• The problem:
Up to and including the line with "1px #a5a5a5) drop-shadow(0", restate every line of the records below word for word, from the first line on, leaving out the pictures.

• Dataset records:
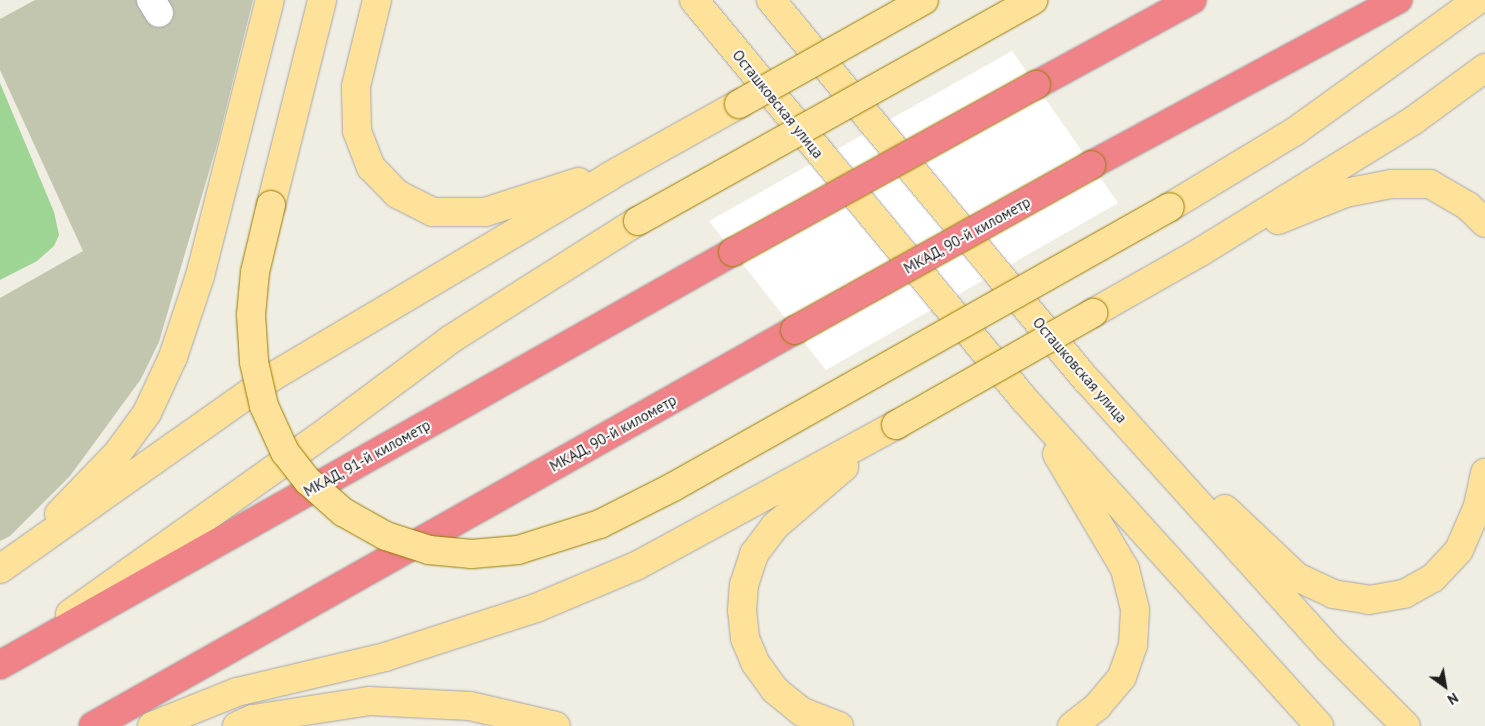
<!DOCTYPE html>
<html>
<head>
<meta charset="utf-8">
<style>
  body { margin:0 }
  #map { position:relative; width:1485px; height:726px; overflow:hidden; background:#f0eee3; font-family:"PT Sans",sans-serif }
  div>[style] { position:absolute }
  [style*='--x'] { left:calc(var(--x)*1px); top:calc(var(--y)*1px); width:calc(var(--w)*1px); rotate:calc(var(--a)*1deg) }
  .construction>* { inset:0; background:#c2c6ae }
  .forest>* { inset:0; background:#9ed494 }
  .pier>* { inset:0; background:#fff }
  .roads { filter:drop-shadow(0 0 1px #a5a5a5) drop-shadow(0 0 1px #a5a5a5) }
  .minor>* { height:28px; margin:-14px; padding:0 14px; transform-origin:14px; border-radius:14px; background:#fff }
  .major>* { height:28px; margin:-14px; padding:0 14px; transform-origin:14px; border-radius:14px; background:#ffe29a }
  .highway>* { height:28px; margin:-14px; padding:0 14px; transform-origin:14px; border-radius:14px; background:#ef8388 }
  .bridges { filter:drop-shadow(0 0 1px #997c00) drop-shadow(0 0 1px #997c00) }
  .major-bridge>* { height:28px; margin:-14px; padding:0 14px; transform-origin:14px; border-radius:14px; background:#ffe29a }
  .highway-bridge>* { height:28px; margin:-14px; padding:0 14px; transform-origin:14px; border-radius:14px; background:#ef8388 }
  span { translate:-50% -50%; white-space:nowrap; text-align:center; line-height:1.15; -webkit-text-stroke:4px #fff; paint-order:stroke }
  .street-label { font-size:15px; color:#1e1e1e }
  .north { position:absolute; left:1420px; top:661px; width:50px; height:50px; -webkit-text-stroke:4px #fff; paint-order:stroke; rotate:148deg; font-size:14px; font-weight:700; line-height:20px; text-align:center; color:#1e1e1e }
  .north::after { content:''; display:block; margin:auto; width:18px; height:22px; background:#1e1e1e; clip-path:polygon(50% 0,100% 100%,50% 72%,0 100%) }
</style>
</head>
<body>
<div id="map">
  <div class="construction">
    <div style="clip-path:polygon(35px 0,253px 0,218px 141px,159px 342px,141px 379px,70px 476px,10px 536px,0 541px,0 298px,83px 251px,0 70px,0 19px)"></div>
  </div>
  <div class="forest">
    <div style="clip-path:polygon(0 83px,54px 212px,59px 235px,54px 246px,37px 261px,0 280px)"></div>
  </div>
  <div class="pier">
    <div style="clip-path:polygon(1012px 51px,1118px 203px,826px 370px,709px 221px)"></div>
  </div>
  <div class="roads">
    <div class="minor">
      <div style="--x:151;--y:0;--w:15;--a:58"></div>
    </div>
    <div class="major">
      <div style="--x:377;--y:0;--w:89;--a:103.7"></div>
      <div style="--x:356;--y:86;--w:45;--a:88.7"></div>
      <div style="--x:357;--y:131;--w:39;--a:69"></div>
      <div style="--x:371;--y:167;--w:37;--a:46"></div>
      <div style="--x:397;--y:194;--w:40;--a:26.6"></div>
      <div style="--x:433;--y:212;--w:52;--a:0"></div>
      <div style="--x:485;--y:212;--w:98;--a:-17.9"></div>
      <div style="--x:694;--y:0;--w:518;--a:50.41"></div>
      <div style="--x:1024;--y:399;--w:440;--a:47.9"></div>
      <div style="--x:771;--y:0;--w:494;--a:50.3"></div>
      <div style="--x:1087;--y:380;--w:360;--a:48"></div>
      <div style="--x:1328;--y:648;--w:110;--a:45"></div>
      <div style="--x:271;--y:205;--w:211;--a:-76"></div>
      <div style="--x:1170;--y:207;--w:145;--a:-31.2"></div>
      <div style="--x:1294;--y:132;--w:226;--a:-35.7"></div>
      <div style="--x:1278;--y:220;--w:72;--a:-21.9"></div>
      <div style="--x:1345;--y:193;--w:47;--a:-11.1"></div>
      <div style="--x:1391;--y:184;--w:39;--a:0"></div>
      <div style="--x:1430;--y:184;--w:44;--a:30.1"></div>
      <div style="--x:1468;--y:206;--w:24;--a:45"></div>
      <div style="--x:1093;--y:313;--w:125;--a:-29.6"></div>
      <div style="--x:1202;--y:251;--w:249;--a:-31.7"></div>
      <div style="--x:1414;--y:120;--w:88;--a:-36.2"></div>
      <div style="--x:1057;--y:454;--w:134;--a:59.4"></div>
      <div style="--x:1125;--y:569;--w:41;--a:76"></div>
      <div style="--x:1135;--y:609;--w:36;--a:93"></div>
      <div style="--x:1133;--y:645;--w:34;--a:109"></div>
      <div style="--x:1122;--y:677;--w:38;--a:130"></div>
      <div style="--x:1098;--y:706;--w:33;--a:142"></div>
      <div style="--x:1225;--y:509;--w:99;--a:43.4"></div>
      <div style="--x:1297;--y:577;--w:40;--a:25"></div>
      <div style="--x:1333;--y:594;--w:36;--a:9"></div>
      <div style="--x:1369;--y:600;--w:36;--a:-10"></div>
      <div style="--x:1404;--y:594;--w:33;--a:-29"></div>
      <div style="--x:1433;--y:578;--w:38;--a:-47"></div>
      <div style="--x:1459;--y:550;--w:48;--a:-66.6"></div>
      <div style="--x:1478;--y:506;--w:34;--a:-78"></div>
      <div style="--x:59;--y:514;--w:83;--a:-46"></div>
      <div style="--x:117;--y:454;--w:51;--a:-53.8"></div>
      <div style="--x:147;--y:413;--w:62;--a:-65.1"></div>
      <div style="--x:173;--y:357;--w:85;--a:-71.6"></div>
      <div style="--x:200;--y:276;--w:285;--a:-75.8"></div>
      <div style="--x:0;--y:569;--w:333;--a:-35.2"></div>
      <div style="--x:272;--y:377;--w:393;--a:-30.7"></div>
      <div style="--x:610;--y:176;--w:148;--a:-29.2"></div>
      <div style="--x:70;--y:614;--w:319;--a:-35.4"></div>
      <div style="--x:330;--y:429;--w:151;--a:-36.6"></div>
      <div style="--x:451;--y:339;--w:221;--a:-32.3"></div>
      <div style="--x:152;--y:726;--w:92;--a:-21.8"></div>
      <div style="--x:237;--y:692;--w:152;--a:-13.3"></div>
      <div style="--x:385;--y:657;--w:159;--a:-18"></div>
      <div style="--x:536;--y:608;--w:108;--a:-22.8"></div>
      <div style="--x:636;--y:566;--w:296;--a:-28.5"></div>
      <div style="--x:237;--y:726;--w:17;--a:-24"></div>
      <div style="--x:253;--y:719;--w:117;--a:-8.8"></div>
      <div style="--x:369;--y:701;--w:101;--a:2.8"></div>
      <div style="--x:470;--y:706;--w:88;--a:13.1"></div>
      <div style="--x:839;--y:726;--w:40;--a:-159"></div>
      <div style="--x:802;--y:712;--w:35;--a:-141"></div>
      <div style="--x:775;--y:690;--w:34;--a:-126"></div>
      <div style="--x:755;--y:662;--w:26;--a:-113"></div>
      <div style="--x:745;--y:638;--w:27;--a:-96"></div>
      <div style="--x:742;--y:611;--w:26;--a:-86"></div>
      <div style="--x:744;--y:585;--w:33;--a:-72"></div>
      <div style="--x:754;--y:554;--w:35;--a:-53"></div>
      <div style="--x:775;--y:526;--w:91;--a:-40.5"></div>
    </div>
    <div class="highway">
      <div style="--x:1036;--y:85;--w:178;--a:-28.6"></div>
      <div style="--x:1091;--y:165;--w:349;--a:-28.3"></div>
      <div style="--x:0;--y:665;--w:841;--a:-29.4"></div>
      <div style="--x:93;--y:726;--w:806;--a:-29.43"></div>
    </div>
  </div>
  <div class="bridges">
    <div class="major-bridge">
      <div style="--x:739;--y:104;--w:212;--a:-29.3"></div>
      <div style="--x:271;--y:205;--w:69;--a:103.4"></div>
      <div style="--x:255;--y:272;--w:43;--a:95.3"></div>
      <div style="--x:251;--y:315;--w:47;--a:86.3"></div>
      <div style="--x:254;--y:362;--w:45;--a:77.2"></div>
      <div style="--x:264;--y:406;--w:51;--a:65.5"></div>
      <div style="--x:285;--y:452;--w:37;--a:52"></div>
      <div style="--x:308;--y:481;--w:47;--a:41.5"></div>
      <div style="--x:343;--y:512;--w:49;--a:29.2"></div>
      <div style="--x:386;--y:536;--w:45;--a:18"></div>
      <div style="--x:429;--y:550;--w:43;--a:5.3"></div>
      <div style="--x:472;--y:554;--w:46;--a:-5"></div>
      <div style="--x:518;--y:550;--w:86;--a:-17.6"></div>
      <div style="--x:600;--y:524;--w:82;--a:-26.9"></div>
      <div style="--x:673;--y:487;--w:570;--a:-29.4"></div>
      <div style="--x:638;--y:221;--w:453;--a:-29.2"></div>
      <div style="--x:896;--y:425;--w:227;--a:-29.6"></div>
    </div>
    <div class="highway-bridge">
      <div style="--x:733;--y:252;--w:346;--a:-28.9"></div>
      <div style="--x:795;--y:330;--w:339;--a:-29.1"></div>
    </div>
  </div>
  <div class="street-label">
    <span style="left:778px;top:104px;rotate:51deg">Осташковская улица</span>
    <span style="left:967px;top:235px;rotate:-29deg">МКАД, 90-й километр</span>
    <span style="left:1080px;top:370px;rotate:49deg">Осташковская улица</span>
    <span style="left:613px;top:433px;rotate:-29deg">МКАД, 90-й километр</span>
    <span style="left:367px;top:458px;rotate:-29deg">МКАД, 91-й километр</span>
  </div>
  <div class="north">N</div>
</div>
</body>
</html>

• Result:
<!DOCTYPE html>
<html>
<head>
<meta charset="utf-8">
<style>
  body { margin:0 }
  #map { position:relative; width:1485px; height:726px; overflow:hidden; background:#f0eee3; font-family:"PT Sans",sans-serif }
  div>[style] { position:absolute }
  [style*='--x'] { left:calc(var(--x)*1px); top:calc(var(--y)*1px); width:calc(var(--w)*1px); rotate:calc(var(--a)*1deg) }
  .construction>* { inset:0; background:#c2c6ae }
  .forest>* { inset:0; background:#9ed494 }
  .pier>* { inset:0; background:#fff }
  .roads { filter:drop-shadow(0 0 1px #a5a5a5) drop-shadow(0 0 1px #a5a5a5) }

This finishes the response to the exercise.